Linux Security Mechanisms

    In this article, I will give a brief excursion into the most common Linux security tools. The information is provided in a condensed form, and if any tool interests you, you can follow the links and read in more detail. At the request of users, some mechanisms can be considered in more detail in subsequent articles.

    The following tools will be considered: POSIX ACL, sudo, chroot, PAM, SELinux, AppArmor, PolicyKit. Virtualization, although it relates to some extent to security tools, will not be considered, especially since this is a separate, extensive topic.


    Description: Differentiation of access rights to files based on their attributes (Discretionary Access Control, DAC).
    Mechanism of work: The system (in particular, the file system manager) reads the attributes of the file that the user is accessing (or a program running on behalf of a user) and decides whether to grant access based on these attributes. If an access error occurs, the application returns the corresponding error code.
    Usage example: To block / allow other users to access their file, you can change its attributes via chmod and change the owner / group via chown and chgrp (or use the more general setfacl command) Current permissions can be viewed through ls and getfacl .
    Additional links : POSIX Access Control Lists on Linux , Advanced ACLs on Linux .


    Description: Running programs on your own and / or someone else's name.
    Mechanism of work: When the sudo / sudoedit command is called, the system reads the / etc / sudoers file, and on its basis determines what commands the user can invoke.
    Usage example: The entire configuration is defined in the / etc / sudoers file. For example, you can only allow certain commands to be executed, and only from a specific user:
    WEBMASTERS www = (www) ALL, (root) /usr/bin/su www
    This line indicates that users defined in the WEBMASTERS alias can execute all commands on behalf of the www user , or do su only on www .


    Description: An operation that restricts a process’s access to the file system by changing its root in the context of the process.
    Mechanism of operation: Runs the program (by default / bin / sh) with a context in which the root directory of the file system is redefined. Now all calls of the called program cannot go beyond the root directory (ie the program works in a very conditional "sandbox"). It is not difficult to circumvent this mechanism, especially from under the root, so this tool is not recommended for safety. Only virtualization can provide a real sandbox.
    Usage example: A special directory is created, the environment necessary for work is copied to it (you can also use the mount --bind command) Next, chroot is made to this directory, and the running program only works with previously prepared environments. To simplify, you can use the various jail tools available in distributions.


    Description: Authentication plugins.
    Mechanism of work: Programs written using PAM access its library, which already actually performs the user authentication procedure.

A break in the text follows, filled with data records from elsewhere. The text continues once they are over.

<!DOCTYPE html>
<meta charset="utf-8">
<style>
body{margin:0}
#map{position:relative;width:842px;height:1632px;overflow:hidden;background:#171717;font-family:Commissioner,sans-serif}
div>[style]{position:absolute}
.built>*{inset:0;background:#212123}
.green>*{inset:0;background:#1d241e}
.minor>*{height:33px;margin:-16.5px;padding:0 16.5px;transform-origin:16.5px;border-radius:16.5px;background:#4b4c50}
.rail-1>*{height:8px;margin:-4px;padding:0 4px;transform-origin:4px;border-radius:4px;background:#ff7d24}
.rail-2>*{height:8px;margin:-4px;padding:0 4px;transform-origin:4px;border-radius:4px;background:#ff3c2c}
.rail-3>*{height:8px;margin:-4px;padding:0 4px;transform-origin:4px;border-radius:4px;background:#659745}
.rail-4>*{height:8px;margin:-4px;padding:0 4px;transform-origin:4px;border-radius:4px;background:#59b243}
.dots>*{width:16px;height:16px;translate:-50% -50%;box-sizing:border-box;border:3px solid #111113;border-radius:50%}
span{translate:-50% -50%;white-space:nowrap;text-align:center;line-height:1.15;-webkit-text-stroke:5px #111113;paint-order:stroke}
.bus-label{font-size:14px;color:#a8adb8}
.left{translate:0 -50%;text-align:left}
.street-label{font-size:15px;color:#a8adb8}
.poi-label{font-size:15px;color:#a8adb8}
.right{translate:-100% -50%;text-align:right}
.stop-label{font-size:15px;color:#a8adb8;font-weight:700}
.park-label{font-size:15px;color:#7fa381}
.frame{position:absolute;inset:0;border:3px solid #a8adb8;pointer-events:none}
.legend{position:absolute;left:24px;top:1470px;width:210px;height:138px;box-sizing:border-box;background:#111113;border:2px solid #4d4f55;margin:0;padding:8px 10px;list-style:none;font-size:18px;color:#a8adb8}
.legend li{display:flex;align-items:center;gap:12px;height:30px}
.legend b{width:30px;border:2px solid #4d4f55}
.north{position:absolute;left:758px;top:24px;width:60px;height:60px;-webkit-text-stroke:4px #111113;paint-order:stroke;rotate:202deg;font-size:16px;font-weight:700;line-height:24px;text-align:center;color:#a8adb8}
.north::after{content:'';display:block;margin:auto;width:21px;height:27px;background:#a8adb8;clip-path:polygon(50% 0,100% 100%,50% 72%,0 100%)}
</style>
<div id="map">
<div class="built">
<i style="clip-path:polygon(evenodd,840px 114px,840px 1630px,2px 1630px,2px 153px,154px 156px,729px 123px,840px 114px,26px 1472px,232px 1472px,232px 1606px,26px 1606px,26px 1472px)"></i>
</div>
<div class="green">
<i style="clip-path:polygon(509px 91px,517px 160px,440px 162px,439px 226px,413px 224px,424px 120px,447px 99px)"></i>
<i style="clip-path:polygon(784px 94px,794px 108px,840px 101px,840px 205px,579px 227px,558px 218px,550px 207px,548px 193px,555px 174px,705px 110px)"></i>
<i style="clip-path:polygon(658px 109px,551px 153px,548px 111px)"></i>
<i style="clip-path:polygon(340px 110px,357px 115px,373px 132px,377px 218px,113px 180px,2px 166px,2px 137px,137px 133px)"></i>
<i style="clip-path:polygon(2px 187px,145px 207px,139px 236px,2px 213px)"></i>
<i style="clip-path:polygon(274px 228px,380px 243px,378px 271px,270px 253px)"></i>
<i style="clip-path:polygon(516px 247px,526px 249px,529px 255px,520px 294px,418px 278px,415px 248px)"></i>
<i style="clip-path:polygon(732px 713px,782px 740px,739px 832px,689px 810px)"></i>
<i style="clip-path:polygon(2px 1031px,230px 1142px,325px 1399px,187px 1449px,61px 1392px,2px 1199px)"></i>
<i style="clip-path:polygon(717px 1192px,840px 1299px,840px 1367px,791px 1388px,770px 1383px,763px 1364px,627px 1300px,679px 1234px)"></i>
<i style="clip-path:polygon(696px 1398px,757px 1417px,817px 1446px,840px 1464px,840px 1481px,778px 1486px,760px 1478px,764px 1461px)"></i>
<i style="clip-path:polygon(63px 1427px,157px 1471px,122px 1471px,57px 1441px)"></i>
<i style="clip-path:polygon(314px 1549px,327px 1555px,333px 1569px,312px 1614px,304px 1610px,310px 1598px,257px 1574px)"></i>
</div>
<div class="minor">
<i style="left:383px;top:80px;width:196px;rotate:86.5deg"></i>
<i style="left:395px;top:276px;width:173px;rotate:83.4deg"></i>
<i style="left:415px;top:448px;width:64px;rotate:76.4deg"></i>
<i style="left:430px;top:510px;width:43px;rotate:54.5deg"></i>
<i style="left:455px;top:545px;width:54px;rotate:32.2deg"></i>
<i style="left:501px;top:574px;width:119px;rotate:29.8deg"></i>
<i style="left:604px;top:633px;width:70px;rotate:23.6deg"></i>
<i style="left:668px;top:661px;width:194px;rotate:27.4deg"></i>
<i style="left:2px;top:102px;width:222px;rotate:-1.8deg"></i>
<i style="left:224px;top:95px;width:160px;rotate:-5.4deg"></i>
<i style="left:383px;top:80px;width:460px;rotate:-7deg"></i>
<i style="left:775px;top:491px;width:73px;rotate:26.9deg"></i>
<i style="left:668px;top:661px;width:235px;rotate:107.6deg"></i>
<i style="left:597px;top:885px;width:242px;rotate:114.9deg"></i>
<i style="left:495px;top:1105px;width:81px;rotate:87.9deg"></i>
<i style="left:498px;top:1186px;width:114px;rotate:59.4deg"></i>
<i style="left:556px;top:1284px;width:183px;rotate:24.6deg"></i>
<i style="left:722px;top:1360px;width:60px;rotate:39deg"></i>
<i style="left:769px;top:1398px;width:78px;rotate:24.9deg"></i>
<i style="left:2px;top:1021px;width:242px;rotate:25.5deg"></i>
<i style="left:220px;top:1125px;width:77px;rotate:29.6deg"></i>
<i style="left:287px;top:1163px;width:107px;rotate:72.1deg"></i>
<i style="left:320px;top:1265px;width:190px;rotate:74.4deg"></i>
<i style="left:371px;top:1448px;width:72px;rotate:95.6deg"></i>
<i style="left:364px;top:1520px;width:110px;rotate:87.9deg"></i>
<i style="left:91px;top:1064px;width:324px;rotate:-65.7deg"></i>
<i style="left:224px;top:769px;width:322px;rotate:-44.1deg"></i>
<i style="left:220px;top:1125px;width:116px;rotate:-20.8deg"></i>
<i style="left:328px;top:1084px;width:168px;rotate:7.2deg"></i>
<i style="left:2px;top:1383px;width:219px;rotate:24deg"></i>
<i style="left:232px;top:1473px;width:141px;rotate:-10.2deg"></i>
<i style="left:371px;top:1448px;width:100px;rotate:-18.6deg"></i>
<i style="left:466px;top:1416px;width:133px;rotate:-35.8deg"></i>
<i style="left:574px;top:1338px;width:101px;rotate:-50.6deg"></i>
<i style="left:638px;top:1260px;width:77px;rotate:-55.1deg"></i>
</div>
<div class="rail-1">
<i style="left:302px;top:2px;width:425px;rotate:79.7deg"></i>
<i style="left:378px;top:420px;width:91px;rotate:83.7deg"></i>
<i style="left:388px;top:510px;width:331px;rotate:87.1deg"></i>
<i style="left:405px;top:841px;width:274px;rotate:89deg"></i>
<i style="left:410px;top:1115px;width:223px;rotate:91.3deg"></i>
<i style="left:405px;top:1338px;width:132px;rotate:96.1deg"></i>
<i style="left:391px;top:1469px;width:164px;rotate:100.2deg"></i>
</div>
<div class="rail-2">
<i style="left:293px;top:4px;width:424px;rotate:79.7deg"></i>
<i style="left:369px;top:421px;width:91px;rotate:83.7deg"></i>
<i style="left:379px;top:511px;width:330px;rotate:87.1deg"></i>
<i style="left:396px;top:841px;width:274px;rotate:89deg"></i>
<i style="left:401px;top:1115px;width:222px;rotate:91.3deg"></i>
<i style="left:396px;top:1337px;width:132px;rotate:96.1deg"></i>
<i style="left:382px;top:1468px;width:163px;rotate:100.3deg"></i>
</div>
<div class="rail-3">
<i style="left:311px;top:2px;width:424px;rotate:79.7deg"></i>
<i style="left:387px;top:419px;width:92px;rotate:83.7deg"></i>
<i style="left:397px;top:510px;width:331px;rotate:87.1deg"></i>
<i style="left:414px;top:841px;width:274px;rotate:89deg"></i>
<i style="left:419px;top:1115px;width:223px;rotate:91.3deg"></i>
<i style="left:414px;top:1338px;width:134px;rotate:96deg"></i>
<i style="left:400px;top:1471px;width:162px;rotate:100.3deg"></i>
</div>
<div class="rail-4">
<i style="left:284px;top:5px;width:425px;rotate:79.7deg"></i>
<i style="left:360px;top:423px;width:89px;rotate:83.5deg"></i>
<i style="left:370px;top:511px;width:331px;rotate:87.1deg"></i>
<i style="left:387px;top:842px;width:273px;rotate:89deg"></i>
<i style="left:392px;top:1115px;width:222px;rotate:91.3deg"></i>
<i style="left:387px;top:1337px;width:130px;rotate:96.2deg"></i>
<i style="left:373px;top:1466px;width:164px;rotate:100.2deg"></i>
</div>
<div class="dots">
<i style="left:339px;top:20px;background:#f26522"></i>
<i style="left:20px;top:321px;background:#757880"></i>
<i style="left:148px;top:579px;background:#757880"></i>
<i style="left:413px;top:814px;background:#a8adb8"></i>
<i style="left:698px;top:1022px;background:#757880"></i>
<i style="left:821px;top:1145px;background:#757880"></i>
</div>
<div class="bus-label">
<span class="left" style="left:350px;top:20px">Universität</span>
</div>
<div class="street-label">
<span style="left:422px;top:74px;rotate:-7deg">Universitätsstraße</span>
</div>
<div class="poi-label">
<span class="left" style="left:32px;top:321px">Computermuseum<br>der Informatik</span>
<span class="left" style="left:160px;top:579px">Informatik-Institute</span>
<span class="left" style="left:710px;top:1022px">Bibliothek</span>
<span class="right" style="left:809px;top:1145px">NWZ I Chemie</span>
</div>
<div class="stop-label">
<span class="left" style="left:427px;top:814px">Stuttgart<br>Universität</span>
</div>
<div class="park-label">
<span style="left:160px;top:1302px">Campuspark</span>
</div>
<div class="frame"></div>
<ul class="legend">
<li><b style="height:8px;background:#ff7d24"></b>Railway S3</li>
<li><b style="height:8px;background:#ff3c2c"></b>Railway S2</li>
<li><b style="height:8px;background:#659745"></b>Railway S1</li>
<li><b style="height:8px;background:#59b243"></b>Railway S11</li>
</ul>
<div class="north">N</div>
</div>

If the authorization fails, the corresponding error code is returned to the application.
    Usage example: PostgreSQL, Apache, Squid and other programs (including those written by you) can work with user accounts not through their own configuration files, but access PAM, thereby providing various authentication options - Kerberos, eTokens, biometrics, etc. Naturally, this also applies to Linux itself - you can enter not only by driving a couple of username / password.


    Description: Implement a Mandatory Access Control (MAC) system based on security policies and contexts.
    Control is called forced when the control is applied by administrators and the system, and does not depend on the decision of users, as is the case with conventional access control. [ * ]

    Mechanism of work: To check access rights, the kernel LSM module is used, which checks the application’s security policy and compares its type with the security context of the files (objects) used. If an access error occurs, the corresponding entry is added to /var/log/audit/audit.log. The user can be notified of this through the setroubleshoot utility .
    Usage example: In targeted mode, SELinux allows Apache to read only certain directories. The standard (for someone) way to create a website in the home directory and open it through the symlink in / var / www will not pass the verification procedure, because SELinux checks the file security context by doing a full scan. To change the file security context, use the chcon command(in this case, chcon -R -h -t httpd_sys_content_t / path / to / directory ). Current security contexts can be viewed through ls -Z .
    Additional links : Anatomy of SELinux .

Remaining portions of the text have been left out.